Just gonna give a big pimp out to Duotrope, it's basically a big ass database of markets for about five bucks a month. They also have some usability options which are pretty helpful, but I've pretty much ignored all of them because (again) terrible at organization. Whenever I do a sim submission for a story, I just chose a couple at random from the database. I've had mixed results.
 

DD

Member
Guys, I have a problem. I've written 70 pages until now. I've started some books before, only to let them die, thinking that they're not good enough. Then I made some short stories just to practice, and them I came up with a story that I believe it's worth trying. I refuse to give up on this one, because If I don't finish this project, I'll probably feel like shit (more than I already feel everyday :p). So... I'm refusing to giving up. I believe that the story is good, but my writing is bad, but that I can fix with a lot of practice, and reading good stuff. My main problem now is: I don't have a main character. The story is told by different points of view, following different characters, and they are all chasing this little girl. This girl is the most important character in the story, yes, but she knows nothing (on about how to act, who she is, what she wants, who to trust, what to do...). She's just a girl that appeared out from nothing in the middle of Tokyo, knowing absolutely nothing about nothing, an the story goes on with everyone trying to get their hands on her.

Yeah, she is the main character, but the story follows the path mostly of other characters, so I can't see people sympathizing with her, because her mind is confused and empty, and specially because she makes some weird and bad stuff like hurting a cop, for an example, and the story follows more the secondary characters. Do you guys have any hint on how to solve this problem? ;(
 

Mike M

Nick N
Guys, I have a problem. I've written 70 pages until now. I've started some books before, only to let them die, thinking that they're not good enough. Then I made some short stories just to practice, and them I came up with a story that I believe it's worth trying. I refuse to give up on this one, because If I don't finish this project, I'll probably feel like shit (more than I already feel everyday :p). So... I'm refusing to giving up. I believe that the story is good, but my writing is bad, but that I can fix with a lot of practice, and reading good stuff. My main problem now is: I don't have a main character. The story is told by different points of view, following different characters, and they are all chasing this little girl. This girl is the most important character in the story, yes, but she knows nothing (on about how to act, who she is, what she wants, who to trust, what to do...). She's just a girl that appeared out from nothing in the middle of Tokyo, knowing absolutely nothing about nothing, an the story goes on with everyone trying to get their hands on her.

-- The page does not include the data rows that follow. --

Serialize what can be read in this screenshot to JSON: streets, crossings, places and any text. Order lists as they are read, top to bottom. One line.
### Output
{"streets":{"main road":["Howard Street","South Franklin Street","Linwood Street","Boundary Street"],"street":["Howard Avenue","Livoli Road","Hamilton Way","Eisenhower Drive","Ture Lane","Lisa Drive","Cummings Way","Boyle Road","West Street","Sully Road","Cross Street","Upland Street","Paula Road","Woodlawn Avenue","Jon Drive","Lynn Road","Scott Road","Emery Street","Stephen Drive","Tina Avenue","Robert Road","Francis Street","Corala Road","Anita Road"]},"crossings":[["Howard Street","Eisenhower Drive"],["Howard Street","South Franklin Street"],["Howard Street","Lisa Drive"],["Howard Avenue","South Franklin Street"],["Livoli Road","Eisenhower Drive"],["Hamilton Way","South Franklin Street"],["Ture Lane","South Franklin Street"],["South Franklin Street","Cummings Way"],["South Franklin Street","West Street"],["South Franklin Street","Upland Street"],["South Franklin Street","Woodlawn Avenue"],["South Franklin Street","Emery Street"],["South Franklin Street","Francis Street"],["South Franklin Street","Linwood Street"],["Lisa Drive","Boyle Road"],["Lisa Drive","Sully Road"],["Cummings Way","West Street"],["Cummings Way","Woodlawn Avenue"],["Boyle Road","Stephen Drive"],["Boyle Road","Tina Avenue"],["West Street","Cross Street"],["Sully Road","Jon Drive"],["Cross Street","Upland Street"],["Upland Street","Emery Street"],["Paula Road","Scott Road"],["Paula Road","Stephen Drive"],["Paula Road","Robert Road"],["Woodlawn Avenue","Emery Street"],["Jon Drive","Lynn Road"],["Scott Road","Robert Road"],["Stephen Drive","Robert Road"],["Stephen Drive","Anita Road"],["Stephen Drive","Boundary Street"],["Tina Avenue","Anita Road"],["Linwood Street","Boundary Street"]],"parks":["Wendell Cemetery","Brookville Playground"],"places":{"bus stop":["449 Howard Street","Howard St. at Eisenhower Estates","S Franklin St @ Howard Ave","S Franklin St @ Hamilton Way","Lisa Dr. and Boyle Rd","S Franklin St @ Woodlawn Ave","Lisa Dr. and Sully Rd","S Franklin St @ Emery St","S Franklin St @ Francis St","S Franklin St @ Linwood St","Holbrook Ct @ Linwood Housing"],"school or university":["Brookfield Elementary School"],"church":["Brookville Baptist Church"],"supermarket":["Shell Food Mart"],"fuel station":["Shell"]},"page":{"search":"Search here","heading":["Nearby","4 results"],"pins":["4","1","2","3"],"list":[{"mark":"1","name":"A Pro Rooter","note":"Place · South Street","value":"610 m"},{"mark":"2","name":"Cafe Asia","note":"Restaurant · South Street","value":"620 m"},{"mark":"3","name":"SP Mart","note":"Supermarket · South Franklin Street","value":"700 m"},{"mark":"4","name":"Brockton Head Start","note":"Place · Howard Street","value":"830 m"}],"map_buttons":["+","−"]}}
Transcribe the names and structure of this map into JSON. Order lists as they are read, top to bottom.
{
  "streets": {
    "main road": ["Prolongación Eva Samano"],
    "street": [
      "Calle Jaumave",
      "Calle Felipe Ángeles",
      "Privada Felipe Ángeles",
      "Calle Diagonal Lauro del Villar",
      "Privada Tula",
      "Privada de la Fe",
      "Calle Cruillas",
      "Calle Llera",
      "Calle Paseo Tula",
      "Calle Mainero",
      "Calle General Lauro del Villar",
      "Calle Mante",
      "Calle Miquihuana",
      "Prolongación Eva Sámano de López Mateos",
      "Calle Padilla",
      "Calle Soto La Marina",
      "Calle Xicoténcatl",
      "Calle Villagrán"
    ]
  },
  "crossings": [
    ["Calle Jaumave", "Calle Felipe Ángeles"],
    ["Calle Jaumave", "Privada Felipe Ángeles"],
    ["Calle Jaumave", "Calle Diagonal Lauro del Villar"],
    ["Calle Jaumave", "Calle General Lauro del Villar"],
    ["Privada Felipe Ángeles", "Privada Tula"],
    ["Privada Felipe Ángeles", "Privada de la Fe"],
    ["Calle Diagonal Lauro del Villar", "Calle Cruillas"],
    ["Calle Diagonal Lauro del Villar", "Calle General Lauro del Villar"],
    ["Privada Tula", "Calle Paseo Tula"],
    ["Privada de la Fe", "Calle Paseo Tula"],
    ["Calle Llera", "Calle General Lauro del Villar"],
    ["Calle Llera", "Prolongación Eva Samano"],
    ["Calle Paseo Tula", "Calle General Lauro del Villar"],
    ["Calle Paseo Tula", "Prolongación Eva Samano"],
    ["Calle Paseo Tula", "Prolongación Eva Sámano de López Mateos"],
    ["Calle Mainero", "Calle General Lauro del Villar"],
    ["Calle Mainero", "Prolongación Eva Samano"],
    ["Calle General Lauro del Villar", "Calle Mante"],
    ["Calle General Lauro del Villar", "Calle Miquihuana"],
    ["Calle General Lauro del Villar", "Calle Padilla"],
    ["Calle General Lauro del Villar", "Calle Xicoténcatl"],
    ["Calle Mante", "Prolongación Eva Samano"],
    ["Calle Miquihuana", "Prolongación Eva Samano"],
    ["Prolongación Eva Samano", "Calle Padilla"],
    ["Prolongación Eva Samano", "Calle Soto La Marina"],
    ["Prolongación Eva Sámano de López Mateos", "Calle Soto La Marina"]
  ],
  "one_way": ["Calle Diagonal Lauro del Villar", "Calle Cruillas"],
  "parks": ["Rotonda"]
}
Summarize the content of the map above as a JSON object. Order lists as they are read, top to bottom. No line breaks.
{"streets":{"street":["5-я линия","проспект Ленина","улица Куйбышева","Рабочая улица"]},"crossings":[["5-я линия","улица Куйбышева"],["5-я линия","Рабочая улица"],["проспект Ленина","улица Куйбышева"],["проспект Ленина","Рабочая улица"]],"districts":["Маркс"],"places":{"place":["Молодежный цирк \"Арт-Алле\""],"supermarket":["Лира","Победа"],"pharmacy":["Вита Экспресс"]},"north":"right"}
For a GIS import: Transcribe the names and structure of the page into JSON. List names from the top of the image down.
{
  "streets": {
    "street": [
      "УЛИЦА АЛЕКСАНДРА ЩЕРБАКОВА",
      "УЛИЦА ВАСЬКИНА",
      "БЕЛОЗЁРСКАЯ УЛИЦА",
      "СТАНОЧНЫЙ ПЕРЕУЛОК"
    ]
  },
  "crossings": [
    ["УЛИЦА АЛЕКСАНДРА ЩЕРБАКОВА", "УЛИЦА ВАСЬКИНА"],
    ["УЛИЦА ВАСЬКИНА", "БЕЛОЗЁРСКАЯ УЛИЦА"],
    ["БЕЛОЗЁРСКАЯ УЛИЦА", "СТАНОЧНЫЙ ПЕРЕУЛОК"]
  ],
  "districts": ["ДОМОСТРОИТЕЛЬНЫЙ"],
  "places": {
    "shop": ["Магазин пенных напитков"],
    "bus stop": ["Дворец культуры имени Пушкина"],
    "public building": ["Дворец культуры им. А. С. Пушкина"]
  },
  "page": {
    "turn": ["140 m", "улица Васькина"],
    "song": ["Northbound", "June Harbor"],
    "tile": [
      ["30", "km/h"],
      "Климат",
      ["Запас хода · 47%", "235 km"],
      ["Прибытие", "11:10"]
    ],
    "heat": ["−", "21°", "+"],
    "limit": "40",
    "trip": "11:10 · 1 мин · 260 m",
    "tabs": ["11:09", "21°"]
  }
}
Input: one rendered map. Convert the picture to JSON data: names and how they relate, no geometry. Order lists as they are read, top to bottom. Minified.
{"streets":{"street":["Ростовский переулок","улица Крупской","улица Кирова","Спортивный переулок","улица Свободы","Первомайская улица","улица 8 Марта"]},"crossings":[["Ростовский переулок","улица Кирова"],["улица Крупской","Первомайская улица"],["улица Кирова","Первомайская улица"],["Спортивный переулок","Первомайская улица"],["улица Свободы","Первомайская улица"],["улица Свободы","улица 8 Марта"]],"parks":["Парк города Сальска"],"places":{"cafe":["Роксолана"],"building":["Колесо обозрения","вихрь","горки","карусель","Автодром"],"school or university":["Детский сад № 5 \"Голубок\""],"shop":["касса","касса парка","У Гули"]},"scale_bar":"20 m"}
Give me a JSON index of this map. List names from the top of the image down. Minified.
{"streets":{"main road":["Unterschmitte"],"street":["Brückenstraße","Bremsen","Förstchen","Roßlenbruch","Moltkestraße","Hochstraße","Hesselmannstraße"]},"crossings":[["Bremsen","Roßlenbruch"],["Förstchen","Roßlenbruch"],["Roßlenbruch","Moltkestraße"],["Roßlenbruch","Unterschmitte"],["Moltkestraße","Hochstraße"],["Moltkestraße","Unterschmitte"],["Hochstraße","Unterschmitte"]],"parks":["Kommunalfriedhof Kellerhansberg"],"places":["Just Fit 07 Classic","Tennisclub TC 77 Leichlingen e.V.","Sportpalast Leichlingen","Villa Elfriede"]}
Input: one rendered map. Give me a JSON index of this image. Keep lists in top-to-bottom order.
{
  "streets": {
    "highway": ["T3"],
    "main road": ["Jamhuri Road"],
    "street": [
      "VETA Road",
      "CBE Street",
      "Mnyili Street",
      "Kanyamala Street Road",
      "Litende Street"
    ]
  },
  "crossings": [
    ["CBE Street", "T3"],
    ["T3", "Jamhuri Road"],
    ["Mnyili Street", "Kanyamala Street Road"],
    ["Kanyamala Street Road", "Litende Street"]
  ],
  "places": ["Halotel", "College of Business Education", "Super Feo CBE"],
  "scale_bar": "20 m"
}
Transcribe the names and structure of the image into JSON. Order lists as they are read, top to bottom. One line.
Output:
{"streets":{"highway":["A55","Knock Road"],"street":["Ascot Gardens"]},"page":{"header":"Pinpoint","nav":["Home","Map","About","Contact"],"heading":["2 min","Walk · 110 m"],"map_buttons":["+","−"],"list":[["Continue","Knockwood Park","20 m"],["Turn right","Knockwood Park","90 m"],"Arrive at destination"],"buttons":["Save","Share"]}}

Yeah, she is the main character, but the story follows the path mostly of other characters, so I can't see people sympathizing with her, because her mind is confused and empty, and specially because she makes some weird and bad stuff like hurting a cop, for an example, and the story follows more the secondary characters. Do you guys have any hint on how to solve this problem? ;(
Sounds like you problem might be that the girl is not actually the main character so much as the subject of your book. There's nothing wrong with a book that gives relatively equal weight to multiple protagonists (i.e. no one's really the main character in the Song of Ice and Fire books.).
 

DD

Member
Sounds like you problem might be that the girl is not actually the main character so much as the subject of your book. There's nothing wrong with a book that gives relatively equal weight to multiple protagonists (i.e. no one's really the main character in the Song of Ice and Fire books.).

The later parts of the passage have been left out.